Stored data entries
:::::

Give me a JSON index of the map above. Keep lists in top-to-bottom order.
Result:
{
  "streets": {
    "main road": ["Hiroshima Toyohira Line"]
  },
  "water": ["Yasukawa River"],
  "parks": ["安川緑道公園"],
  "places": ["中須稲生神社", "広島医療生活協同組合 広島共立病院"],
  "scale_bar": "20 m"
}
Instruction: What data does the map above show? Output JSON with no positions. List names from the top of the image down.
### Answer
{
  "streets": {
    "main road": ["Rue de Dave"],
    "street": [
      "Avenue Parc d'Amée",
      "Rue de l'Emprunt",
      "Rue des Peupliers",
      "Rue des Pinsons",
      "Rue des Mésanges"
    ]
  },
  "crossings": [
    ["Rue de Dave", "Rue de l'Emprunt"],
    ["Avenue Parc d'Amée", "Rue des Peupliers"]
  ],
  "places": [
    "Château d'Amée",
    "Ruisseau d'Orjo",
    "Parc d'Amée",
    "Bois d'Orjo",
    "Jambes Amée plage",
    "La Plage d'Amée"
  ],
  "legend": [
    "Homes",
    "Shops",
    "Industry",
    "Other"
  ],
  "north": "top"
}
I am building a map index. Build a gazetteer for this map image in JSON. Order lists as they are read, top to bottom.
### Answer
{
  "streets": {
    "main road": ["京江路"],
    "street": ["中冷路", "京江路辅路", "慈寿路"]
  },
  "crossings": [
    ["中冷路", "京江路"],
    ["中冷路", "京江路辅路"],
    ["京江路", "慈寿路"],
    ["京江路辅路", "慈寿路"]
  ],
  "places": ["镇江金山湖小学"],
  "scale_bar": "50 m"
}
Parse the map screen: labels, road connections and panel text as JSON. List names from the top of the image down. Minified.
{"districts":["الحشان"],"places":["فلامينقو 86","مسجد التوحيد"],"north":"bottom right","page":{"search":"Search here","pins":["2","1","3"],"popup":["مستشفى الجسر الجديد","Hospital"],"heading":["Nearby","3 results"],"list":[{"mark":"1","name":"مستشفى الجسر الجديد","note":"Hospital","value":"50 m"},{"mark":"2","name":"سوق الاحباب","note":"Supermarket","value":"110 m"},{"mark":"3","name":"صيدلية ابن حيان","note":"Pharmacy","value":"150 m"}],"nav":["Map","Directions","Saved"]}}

:::::

**WHAT IS EXPECTED**.
Output the entire set of records exactly as shown.

**OUTPUT BELOW**.
Give me a JSON index of the map above. Keep lists in top-to-bottom order.
Result:
{
  "streets": {
    "main road": ["Hiroshima Toyohira Line"]
  },
  "water": ["Yasukawa River"],
  "parks": ["安川緑道公園"],
  "places": ["中須稲生神社", "広島医療生活協同組合 広島共立病院"],
  "scale_bar": "20 m"
}
Instruction: What data does the map above show? Output JSON with no positions. List names from the top of the image down.
### Answer
{
  "streets": {
    "main road": ["Rue de Dave"],
    "street": [
      "Avenue Parc d'Amée",
      "Rue de l'Emprunt",
      "Rue des Peupliers",
      "Rue des Pinsons",
      "Rue des Mésanges"
    ]
  },
  "crossings": [
    ["Rue de Dave", "Rue de l'Emprunt"],
    ["Avenue Parc d'Amée", "Rue des Peupliers"]
  ],
  "places": [
    "Château d'Amée",
    "Ruisseau d'Orjo",
    "Parc d'Amée",
    "Bois d'Orjo",
    "Jambes Amée plage",
    "La Plage d'Amée"
  ],
  "legend": [
    "Homes",
    "Shops",
    "Industry",
    "Other"
  ],
  "north": "top"
}
I am building a map index. Build a gazetteer for this map image in JSON. Order lists as they are read, top to bottom.
### Answer
{
  "streets": {
    "main road": ["京江路"],
    "street": ["中冷路", "京江路辅路", "慈寿路"]
  },
  "crossings": [
    ["中冷路", "京江路"],
    ["中冷路", "京江路辅路"],
    ["京江路", "慈寿路"],
    ["京江路辅路", "慈寿路"]
  ],
  "places": ["镇江金山湖小学"],
  "scale_bar": "50 m"
}
Parse the map screen: labels, road connections and panel text as JSON. List names from the top of the image down. Minified.
{"districts":["الحشان"],"places":["فلامينقو 86","مسجد التوحيد"],"north":"bottom right","page":{"search":"Search here","pins":["2","1","3"],"popup":["مستشفى الجسر الجديد","Hospital"],"heading":["Nearby","3 results"],"list":[{"mark":"1","name":"مستشفى الجسر الجديد","note":"Hospital","value":"50 m"},{"mark":"2","name":"سوق الاحباب","note":"Supermarket","value":"110 m"},{"mark":"3","name":"صيدلية ابن حيان","note":"Pharmacy","value":"150 m"}],"nav":["Map","Directions","Saved"]}}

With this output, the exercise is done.